▶ _Task objective_:
Copy verbatim the block of lines in the entries below whose first line contains "M 24,458 L 25,480 L 0,482 L 0,460 Z" and whose last line contains "M 0,1589 L 36,1605". Leave out all other lines.

Data records: Begin

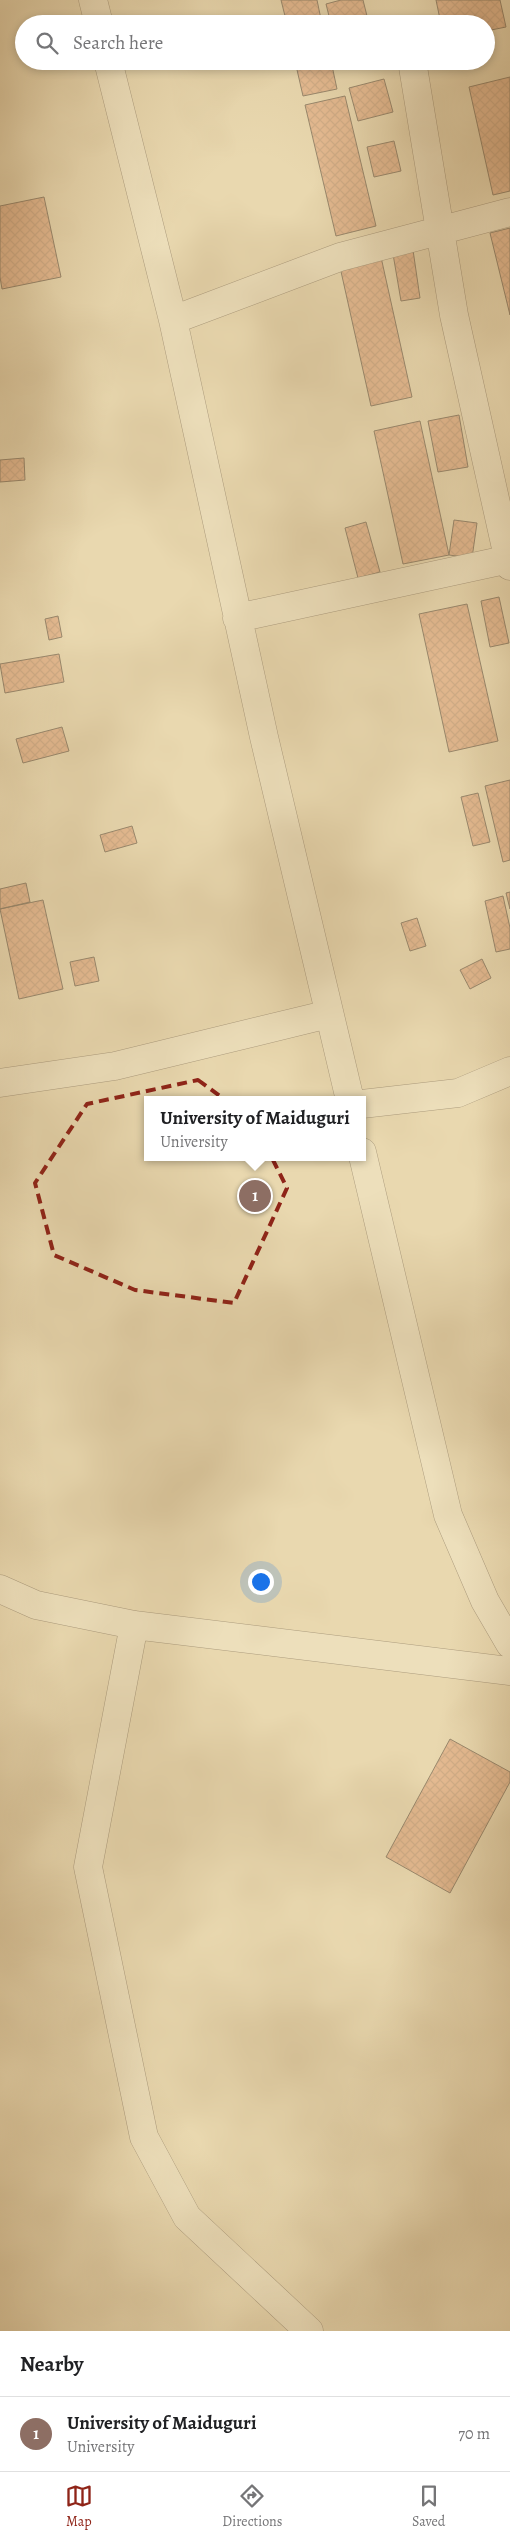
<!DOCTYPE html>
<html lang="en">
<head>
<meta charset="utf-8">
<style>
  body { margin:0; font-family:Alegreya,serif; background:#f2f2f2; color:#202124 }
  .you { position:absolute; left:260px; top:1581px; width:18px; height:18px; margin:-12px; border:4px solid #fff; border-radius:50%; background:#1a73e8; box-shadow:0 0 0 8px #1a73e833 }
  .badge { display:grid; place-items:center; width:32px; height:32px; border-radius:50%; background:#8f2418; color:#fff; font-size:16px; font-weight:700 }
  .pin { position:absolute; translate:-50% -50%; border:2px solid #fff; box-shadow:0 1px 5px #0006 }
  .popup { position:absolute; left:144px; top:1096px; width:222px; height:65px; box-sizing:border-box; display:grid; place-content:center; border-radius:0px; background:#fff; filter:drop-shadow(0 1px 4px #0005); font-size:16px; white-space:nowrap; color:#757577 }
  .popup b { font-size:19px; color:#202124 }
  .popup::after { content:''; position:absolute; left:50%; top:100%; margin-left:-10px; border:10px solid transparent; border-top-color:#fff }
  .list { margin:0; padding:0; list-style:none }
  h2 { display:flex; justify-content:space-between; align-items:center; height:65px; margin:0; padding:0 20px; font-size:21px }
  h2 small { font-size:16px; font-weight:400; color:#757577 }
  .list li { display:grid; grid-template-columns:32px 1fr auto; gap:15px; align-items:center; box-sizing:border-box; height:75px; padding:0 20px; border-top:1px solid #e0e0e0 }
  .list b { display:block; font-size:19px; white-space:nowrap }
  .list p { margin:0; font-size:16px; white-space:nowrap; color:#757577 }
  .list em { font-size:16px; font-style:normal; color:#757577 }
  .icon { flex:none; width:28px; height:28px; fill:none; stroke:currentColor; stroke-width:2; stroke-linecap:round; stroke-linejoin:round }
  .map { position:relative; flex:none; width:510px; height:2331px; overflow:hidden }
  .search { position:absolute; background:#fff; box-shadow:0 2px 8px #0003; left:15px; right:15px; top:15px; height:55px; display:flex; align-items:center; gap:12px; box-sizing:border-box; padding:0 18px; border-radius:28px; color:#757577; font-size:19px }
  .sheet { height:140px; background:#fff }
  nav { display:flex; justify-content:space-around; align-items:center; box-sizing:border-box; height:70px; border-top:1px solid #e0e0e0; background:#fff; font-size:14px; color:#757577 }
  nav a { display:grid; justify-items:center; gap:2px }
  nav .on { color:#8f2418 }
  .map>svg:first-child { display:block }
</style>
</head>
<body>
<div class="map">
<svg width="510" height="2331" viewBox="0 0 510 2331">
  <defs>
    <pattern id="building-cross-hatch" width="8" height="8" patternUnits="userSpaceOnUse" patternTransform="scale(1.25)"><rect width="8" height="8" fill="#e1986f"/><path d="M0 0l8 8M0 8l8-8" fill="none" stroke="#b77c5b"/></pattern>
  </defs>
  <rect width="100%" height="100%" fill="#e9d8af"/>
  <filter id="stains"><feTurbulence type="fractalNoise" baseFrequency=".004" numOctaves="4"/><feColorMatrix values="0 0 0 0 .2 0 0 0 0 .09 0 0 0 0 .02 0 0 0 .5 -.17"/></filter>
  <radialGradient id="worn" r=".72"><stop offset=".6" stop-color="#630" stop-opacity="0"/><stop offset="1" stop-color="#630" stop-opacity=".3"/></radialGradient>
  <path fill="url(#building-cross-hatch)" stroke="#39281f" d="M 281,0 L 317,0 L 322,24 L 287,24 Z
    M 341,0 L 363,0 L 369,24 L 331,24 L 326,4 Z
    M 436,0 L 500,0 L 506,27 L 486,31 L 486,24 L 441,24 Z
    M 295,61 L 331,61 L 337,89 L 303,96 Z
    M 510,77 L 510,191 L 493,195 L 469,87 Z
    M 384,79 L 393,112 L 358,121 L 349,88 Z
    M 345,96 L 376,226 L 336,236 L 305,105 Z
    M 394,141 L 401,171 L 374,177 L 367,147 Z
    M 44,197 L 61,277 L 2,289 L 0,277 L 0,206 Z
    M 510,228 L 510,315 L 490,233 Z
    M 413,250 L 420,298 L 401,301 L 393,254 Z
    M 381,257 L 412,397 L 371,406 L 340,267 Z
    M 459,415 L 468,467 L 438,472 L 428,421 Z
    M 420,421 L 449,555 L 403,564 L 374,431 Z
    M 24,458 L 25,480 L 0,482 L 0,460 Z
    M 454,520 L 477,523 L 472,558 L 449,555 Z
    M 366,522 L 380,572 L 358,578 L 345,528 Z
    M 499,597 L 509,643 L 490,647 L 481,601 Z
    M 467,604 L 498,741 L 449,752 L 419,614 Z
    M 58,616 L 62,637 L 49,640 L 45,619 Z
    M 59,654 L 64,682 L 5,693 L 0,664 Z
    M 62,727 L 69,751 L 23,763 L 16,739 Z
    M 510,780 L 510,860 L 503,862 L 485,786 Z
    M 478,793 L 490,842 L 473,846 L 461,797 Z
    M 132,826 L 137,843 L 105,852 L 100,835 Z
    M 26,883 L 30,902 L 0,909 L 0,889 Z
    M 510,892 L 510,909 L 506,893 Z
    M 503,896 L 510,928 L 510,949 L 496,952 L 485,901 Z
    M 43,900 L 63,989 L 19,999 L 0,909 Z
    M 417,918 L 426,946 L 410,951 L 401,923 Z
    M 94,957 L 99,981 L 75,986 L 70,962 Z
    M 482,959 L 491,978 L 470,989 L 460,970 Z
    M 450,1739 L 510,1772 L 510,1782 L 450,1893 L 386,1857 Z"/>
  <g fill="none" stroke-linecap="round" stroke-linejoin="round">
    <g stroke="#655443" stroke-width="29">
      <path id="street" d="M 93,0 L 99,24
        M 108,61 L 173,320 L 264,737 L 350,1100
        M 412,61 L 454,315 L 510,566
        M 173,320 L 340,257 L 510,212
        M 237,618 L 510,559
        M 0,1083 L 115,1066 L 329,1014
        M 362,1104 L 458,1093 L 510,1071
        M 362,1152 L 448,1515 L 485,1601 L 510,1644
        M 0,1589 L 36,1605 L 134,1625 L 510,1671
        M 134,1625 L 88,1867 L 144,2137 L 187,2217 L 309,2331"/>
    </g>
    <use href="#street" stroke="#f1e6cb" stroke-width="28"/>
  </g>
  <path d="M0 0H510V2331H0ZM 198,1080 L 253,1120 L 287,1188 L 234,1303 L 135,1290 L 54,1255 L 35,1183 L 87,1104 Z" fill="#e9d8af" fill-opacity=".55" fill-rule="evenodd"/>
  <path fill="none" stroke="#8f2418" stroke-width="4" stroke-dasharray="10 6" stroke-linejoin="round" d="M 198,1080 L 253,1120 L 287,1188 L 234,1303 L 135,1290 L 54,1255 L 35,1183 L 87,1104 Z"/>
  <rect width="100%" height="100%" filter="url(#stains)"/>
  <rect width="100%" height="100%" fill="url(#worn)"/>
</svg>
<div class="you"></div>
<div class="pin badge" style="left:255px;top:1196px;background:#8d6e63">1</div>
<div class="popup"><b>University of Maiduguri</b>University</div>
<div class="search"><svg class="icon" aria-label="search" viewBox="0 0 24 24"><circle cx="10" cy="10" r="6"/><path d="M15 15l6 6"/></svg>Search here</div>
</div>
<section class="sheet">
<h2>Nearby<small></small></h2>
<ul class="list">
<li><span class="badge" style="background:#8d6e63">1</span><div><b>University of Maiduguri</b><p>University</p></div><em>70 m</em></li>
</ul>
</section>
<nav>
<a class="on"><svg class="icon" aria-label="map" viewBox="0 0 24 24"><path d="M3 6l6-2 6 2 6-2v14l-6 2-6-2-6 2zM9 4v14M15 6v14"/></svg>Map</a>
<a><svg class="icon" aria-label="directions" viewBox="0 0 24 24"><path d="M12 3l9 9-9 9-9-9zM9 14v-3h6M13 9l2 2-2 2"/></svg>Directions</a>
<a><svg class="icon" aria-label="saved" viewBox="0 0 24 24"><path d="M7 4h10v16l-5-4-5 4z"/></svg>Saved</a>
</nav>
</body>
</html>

Data records: End

▶ _Output below_:
    M 24,458 L 25,480 L 0,482 L 0,460 Z
    M 454,520 L 477,523 L 472,558 L 449,555 Z
    M 366,522 L 380,572 L 358,578 L 345,528 Z
    M 499,597 L 509,643 L 490,647 L 481,601 Z
    M 467,604 L 498,741 L 449,752 L 419,614 Z
    M 58,616 L 62,637 L 49,640 L 45,619 Z
    M 59,654 L 64,682 L 5,693 L 0,664 Z
    M 62,727 L 69,751 L 23,763 L 16,739 Z
    M 510,780 L 510,860 L 503,862 L 485,786 Z
    M 478,793 L 490,842 L 473,846 L 461,797 Z
    M 132,826 L 137,843 L 105,852 L 100,835 Z
    M 26,883 L 30,902 L 0,909 L 0,889 Z
    M 510,892 L 510,909 L 506,893 Z
    M 503,896 L 510,928 L 510,949 L 496,952 L 485,901 Z
    M 43,900 L 63,989 L 19,999 L 0,909 Z
    M 417,918 L 426,946 L 410,951 L 401,923 Z
    M 94,957 L 99,981 L 75,986 L 70,962 Z
    M 482,959 L 491,978 L 470,989 L 460,970 Z
    M 450,1739 L 510,1772 L 510,1782 L 450,1893 L 386,1857 Z"/>
  <g fill="none" stroke-linecap="round" stroke-linejoin="round">
    <g stroke="#655443" stroke-width="29">
      <path id="street" d="M 93,0 L 99,24
        M 108,61 L 173,320 L 264,737 L 350,1100
        M 412,61 L 454,315 L 510,566
        M 173,320 L 340,257 L 510,212
        M 237,618 L 510,559
        M 0,1083 L 115,1066 L 329,1014
        M 362,1104 L 458,1093 L 510,1071
        M 362,1152 L 448,1515 L 485,1601 L 510,1644
        M 0,1589 L 36,1605 L 134,1625 L 510,1671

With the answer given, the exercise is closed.